How should evidence be taken from witnesses who do not speak English fluently?
Published on 23rd Jan 2023
A witness statement must be in the witness's own language, which has been defined as any language in which the witness is sufficiently fluent to give oral evidence (and is not limited to the witness's first or native language). Where a witness statement is in a foreign language, the party wishing to rely on it must have it translated and file that translation, along with the foreign language witness statement, with the court. In addition, the translator must sign the original statement and must certify that the translation is accurate.

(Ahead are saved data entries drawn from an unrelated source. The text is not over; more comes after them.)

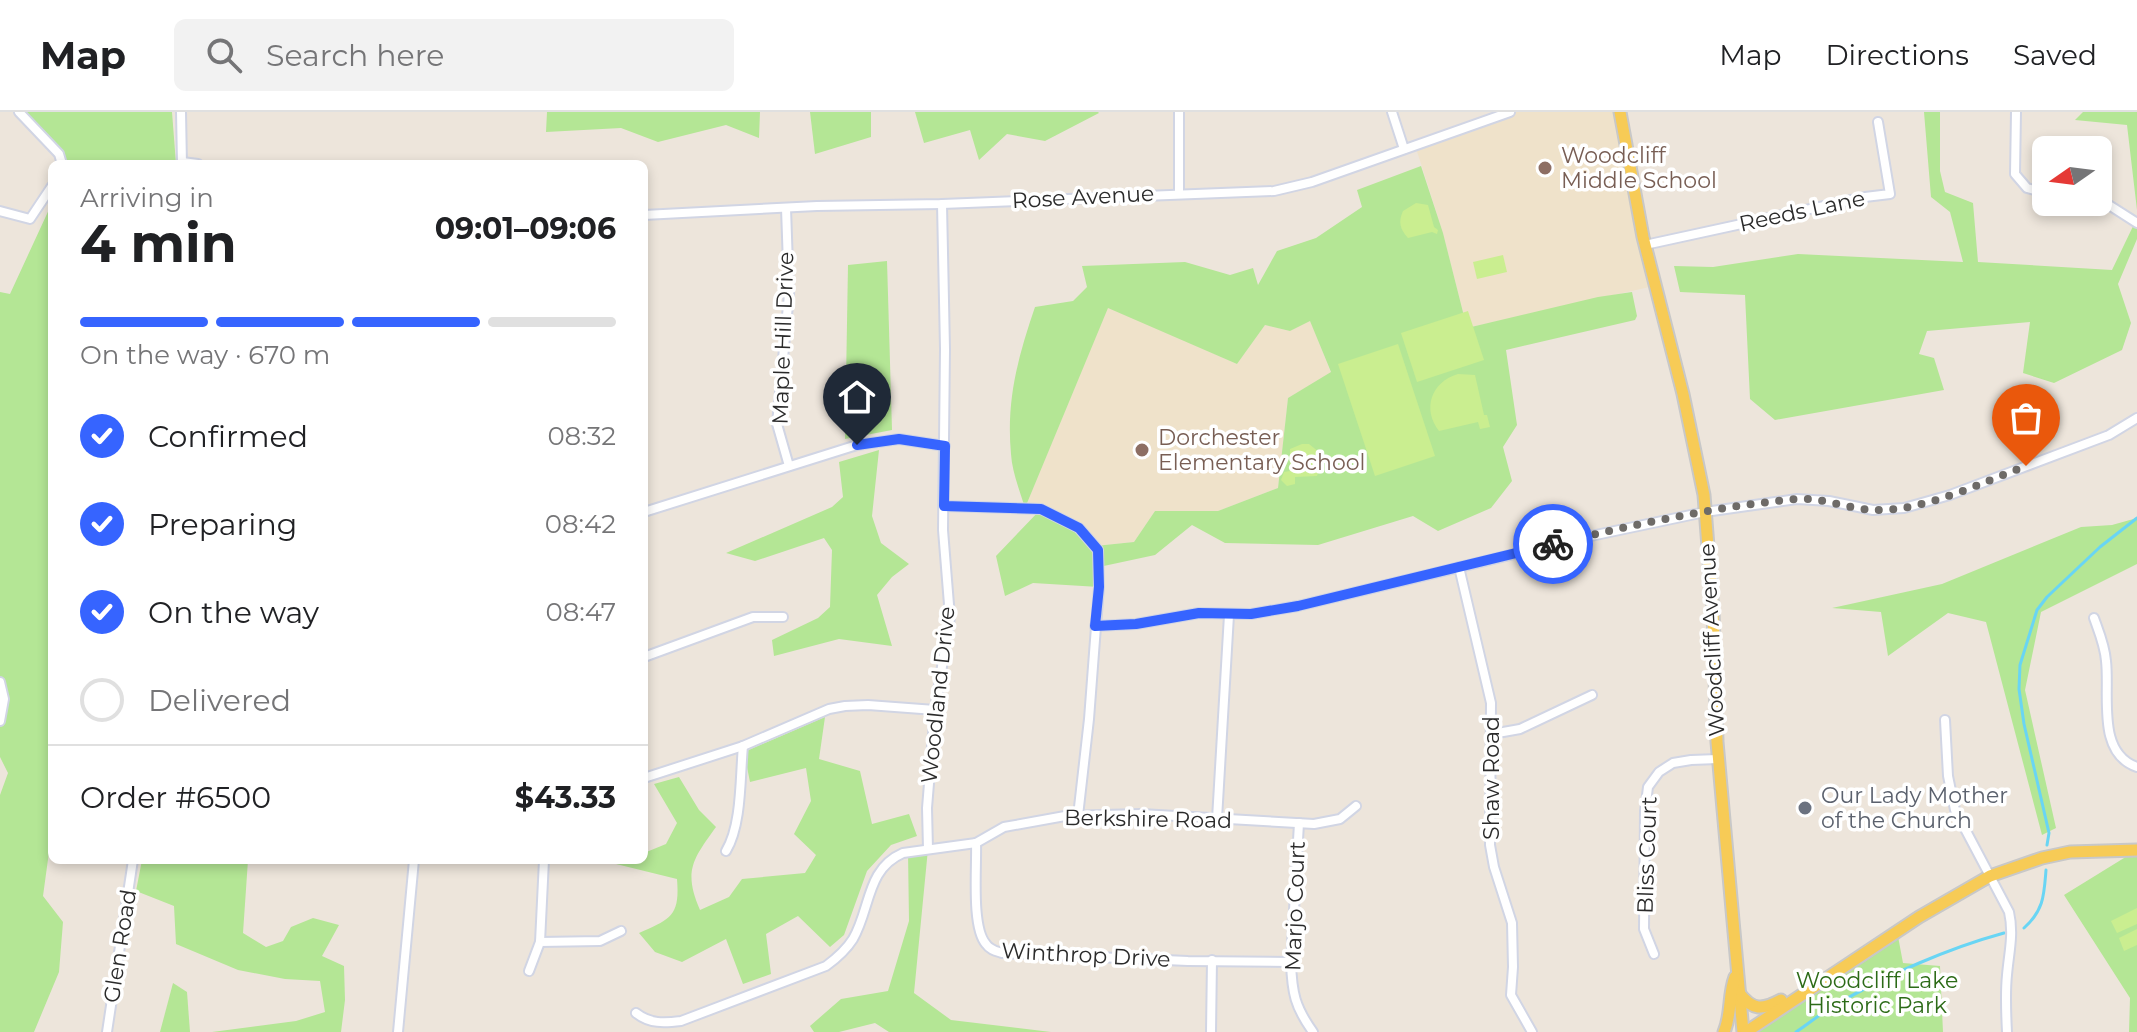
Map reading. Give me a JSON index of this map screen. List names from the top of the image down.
{
  "streets": {
    "main road": ["Woodcliff Avenue"],
    "street": [
      "Rose Avenue",
      "Reeds Lane",
      "Maple Hill Drive",
      "Woodland Drive",
      "Shaw Road",
      "Berkshire Road",
      "Bliss Court",
      "Marjo Court",
      "Glen Road",
      "Winthrop Drive"
    ]
  },
  "crossings": [
    ["Rose Avenue", "Maple Hill Drive"],
    ["Rose Avenue", "Woodland Drive"],
    ["Reeds Lane", "Woodcliff Avenue"],
    ["Woodcliff Avenue", "Bliss Court"],
    ["Woodland Drive", "Berkshire Road"],
    ["Berkshire Road", "Marjo Court"],
    ["Berkshire Road", "Winthrop Drive"],
    ["Marjo Court", "Winthrop Drive"]
  ],
  "parks": ["Woodcliff Lake Historic Park"],
  "places": ["Woodcliff Middle School", "Dorchester Elementary School", "Our Lady Mother of the Church"],
  "north": "left",
  "page": {
    "header": "Map",
    "search": "Search here",
    "nav": ["Map", "Directions", "Saved"],
    "heading": ["4 min", "Arriving in", "09:01–09:06"],
    "panel": ["Order #6500", "$43.33"],
    "bar": "On the way · 670 m",
    "list": [
      ["Confirmed", "08:32"],
      ["Preparing", "08:42"],
      ["On the way", "08:47"],
      "Delivered"
    ]
  }
}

But what if the solicitor or legal representative drafting the witness statement happen to speak the same language as the witness (who is not fluent in English)? That was the issue that arose in Correia v Williams.

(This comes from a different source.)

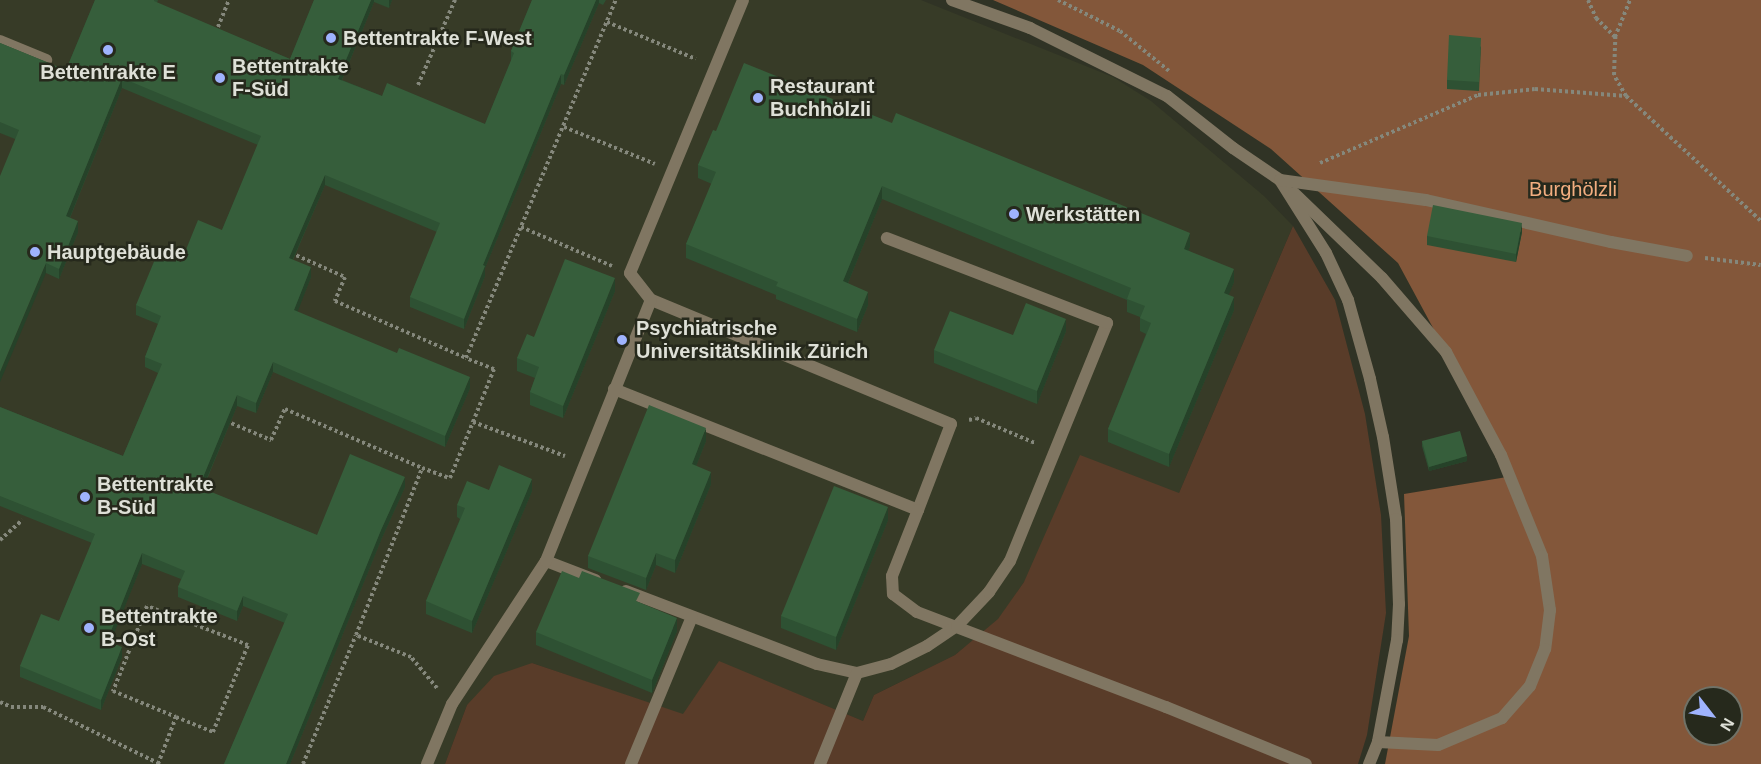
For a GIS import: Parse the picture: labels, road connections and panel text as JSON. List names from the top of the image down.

In this case, the witness was a Portuguese speaker who was not particularly proficient in English. He gave his statement in Portuguese to his solicitor, who also spoke Portuguese. The solicitor took notes in English and then put together the witness statement in English. That was held to breach the rules: the statement should have been in Portuguese. Nor would it have been sufficient for the solicitor to have translated the statement from English back to Portuguese for the witness to check: that would be a double translation and effectively would be asking the witness leading questions.
As a result, it was held that this witness's evidence would not be heard at all, as it would have been unfair to admit this evidence because of the difficulties which the other side would have faced in cross-examination.